** Activity **
Wherever a line in the data below holds "route", copy that line.

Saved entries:

——————

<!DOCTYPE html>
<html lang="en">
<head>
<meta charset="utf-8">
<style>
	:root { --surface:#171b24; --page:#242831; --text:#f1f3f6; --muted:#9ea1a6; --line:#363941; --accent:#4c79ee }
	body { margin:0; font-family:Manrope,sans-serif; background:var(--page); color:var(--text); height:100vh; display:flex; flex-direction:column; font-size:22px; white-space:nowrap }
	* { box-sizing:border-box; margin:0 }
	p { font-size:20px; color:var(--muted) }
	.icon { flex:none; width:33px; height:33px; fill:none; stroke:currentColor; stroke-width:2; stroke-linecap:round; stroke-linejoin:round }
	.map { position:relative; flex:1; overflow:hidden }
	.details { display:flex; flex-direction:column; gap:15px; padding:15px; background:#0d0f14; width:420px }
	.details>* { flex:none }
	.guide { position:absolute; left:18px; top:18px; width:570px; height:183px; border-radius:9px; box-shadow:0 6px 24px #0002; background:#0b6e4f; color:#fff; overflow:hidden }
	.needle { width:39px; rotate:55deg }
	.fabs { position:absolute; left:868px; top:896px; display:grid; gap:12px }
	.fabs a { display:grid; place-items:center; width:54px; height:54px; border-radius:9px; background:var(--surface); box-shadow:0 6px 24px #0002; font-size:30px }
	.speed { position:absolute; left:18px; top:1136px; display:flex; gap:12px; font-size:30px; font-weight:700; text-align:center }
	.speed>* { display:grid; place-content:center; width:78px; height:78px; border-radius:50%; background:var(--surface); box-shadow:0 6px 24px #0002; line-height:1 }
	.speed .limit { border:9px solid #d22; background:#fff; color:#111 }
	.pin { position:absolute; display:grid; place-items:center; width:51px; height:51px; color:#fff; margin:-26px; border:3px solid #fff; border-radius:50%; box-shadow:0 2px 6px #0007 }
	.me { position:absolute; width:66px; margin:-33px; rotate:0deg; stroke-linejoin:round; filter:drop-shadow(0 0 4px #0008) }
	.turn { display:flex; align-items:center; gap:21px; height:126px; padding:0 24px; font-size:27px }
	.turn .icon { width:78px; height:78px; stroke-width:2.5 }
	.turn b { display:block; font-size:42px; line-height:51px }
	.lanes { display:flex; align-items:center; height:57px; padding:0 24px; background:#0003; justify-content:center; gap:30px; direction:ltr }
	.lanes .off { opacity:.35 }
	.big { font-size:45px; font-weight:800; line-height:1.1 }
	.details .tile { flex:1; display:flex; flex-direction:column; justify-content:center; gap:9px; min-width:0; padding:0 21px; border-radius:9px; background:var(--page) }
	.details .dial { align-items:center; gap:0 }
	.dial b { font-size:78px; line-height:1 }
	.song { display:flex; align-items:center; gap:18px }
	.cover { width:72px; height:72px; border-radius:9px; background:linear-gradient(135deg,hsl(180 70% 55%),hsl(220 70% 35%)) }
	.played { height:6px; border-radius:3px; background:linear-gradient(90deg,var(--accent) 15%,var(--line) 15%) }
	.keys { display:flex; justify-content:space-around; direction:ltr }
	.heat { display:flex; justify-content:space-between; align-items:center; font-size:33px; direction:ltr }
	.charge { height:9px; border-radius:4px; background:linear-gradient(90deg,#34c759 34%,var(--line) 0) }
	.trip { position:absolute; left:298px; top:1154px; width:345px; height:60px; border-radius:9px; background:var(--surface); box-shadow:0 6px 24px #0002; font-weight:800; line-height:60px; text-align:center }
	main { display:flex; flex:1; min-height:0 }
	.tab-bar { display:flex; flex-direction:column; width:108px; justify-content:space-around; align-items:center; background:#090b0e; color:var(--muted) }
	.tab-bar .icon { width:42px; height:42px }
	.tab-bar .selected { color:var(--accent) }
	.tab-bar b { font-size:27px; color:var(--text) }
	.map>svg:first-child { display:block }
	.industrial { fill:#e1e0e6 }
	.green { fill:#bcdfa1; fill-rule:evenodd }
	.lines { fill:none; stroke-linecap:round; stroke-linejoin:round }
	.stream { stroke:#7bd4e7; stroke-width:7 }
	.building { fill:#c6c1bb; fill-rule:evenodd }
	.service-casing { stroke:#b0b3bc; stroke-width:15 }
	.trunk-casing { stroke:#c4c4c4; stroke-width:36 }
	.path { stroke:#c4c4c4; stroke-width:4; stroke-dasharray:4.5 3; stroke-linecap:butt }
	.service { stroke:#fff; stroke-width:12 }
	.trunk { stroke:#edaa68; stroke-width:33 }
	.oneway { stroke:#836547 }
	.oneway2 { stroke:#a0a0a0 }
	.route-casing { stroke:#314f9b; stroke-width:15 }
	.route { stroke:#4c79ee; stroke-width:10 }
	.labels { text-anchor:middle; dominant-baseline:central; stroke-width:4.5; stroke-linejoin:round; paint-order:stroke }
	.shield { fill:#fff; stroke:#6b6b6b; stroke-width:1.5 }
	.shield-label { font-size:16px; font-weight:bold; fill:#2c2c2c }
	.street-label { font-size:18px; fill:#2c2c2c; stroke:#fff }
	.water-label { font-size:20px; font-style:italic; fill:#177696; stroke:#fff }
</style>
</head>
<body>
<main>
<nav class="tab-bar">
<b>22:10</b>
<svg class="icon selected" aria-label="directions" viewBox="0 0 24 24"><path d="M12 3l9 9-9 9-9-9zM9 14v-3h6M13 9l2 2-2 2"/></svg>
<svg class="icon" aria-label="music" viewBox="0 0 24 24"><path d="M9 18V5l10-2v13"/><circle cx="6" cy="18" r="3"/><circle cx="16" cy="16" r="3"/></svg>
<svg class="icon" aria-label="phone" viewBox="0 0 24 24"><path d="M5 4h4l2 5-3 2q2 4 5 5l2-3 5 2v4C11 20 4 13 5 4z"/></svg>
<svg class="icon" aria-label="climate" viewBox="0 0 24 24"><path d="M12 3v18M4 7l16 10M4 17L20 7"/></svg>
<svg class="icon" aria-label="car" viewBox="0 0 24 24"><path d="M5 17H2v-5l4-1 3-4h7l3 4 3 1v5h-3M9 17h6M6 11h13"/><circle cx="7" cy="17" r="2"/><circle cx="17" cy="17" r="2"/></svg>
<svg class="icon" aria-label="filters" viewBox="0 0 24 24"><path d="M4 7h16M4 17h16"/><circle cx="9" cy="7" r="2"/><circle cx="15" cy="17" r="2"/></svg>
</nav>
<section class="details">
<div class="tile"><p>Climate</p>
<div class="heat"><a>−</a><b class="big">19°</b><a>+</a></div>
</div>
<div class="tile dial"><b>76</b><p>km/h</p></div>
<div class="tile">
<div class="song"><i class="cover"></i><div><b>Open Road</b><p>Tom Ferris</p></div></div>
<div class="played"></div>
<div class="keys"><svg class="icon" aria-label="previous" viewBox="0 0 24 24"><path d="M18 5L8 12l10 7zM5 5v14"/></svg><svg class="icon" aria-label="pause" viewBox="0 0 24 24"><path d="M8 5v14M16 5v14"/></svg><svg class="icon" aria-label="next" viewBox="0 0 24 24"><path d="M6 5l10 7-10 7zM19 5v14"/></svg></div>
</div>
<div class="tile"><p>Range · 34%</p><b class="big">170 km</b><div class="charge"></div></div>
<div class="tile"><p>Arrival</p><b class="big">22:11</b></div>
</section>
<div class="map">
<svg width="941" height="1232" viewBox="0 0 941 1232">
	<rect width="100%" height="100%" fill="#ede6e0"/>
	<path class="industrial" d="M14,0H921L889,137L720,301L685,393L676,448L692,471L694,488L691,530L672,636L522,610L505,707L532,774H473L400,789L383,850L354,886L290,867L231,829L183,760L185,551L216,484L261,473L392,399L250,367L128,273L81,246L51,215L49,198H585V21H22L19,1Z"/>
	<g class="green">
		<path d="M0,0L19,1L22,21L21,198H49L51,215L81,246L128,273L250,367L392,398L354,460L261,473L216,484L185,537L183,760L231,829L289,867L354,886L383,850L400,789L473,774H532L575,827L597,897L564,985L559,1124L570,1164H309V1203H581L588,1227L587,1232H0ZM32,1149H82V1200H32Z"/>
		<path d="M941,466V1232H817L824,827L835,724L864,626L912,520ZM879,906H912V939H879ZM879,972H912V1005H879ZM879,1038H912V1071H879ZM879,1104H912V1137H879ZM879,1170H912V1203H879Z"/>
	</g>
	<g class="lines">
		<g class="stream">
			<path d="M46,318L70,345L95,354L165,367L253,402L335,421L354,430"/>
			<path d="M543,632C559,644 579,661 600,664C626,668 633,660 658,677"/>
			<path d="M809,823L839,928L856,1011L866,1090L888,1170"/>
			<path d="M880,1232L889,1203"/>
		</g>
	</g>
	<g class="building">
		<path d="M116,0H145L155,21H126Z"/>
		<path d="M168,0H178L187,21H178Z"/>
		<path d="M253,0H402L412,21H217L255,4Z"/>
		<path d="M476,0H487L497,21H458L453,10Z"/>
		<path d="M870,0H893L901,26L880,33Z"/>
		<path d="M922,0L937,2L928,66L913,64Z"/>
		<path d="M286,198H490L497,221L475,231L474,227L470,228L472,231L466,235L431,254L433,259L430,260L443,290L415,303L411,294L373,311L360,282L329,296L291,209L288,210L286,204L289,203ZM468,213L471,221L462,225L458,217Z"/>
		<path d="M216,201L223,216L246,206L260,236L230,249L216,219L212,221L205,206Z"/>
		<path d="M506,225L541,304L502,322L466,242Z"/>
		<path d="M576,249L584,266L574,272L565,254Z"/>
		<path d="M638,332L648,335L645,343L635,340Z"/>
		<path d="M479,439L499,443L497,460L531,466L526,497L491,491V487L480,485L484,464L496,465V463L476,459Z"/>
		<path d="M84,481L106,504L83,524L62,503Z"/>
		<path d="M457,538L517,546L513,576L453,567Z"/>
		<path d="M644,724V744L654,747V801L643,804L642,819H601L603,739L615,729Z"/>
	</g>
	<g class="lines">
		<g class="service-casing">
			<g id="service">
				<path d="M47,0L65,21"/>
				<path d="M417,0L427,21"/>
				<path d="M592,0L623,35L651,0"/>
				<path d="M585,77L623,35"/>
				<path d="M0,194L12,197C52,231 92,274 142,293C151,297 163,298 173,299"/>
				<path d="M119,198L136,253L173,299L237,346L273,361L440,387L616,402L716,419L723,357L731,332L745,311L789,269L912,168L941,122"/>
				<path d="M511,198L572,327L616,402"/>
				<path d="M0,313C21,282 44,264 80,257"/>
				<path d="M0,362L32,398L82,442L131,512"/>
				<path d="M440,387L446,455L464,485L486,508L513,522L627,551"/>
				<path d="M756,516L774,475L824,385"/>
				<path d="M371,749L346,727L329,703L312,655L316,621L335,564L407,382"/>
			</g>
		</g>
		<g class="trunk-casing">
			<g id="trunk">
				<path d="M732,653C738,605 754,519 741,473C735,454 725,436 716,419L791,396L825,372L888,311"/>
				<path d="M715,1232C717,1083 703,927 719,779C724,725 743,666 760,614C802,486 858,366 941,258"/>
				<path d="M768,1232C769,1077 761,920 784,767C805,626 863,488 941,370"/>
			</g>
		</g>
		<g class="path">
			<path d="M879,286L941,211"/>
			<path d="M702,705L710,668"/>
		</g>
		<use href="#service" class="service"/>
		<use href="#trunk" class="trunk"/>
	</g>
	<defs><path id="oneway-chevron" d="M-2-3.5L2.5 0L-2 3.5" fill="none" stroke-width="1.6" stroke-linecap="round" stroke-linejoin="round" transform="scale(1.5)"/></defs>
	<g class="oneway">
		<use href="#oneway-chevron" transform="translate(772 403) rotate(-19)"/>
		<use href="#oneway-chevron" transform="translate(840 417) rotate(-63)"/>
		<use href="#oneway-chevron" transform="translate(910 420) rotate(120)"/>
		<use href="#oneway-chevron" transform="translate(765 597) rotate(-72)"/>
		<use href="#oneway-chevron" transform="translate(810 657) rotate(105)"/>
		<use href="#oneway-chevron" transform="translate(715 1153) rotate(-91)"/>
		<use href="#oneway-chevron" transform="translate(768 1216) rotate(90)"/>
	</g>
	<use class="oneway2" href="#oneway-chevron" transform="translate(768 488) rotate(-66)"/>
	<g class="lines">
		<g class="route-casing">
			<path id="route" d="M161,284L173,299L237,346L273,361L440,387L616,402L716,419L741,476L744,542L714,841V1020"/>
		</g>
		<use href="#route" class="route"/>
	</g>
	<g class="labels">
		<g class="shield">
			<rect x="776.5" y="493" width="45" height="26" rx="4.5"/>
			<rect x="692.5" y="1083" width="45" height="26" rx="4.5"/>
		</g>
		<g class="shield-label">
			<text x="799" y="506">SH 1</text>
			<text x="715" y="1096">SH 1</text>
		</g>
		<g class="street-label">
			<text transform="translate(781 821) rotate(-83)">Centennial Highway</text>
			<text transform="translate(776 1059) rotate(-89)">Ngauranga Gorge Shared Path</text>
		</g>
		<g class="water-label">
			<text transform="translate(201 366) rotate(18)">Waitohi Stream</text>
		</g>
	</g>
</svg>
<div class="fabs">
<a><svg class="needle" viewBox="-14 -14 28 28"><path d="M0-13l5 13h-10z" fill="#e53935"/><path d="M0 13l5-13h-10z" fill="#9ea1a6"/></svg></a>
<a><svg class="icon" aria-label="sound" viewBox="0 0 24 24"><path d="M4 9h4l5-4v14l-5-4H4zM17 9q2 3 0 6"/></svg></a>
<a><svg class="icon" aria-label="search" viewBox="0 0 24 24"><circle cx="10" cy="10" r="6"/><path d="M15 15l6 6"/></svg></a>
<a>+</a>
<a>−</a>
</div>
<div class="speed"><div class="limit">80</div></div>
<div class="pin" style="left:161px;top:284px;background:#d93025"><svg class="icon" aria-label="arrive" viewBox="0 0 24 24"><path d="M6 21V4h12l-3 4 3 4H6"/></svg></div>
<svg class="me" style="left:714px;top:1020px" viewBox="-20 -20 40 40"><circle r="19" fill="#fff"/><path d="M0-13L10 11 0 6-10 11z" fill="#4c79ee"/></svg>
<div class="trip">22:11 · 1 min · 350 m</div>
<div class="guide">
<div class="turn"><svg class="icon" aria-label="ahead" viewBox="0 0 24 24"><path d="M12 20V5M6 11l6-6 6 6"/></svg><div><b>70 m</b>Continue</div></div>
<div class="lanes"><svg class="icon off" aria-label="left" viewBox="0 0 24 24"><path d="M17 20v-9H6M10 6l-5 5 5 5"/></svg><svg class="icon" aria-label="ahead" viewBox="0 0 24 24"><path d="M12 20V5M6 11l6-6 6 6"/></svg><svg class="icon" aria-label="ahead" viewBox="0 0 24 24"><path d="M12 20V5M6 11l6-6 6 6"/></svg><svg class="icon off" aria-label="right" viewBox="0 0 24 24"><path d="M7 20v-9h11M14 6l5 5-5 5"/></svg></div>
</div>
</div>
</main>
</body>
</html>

——————

** Answer to the problem **
	.route-casing { stroke:#314f9b; stroke-width:15 }
	.route { stroke:#4c79ee; stroke-width:10 }
		<g class="route-casing">
			<path id="route" d="M161,284L173,299L237,346L273,361L440,387L616,402L716,419L741,476L744,542L714,841V1020"/>
		<use href="#route" class="route"/>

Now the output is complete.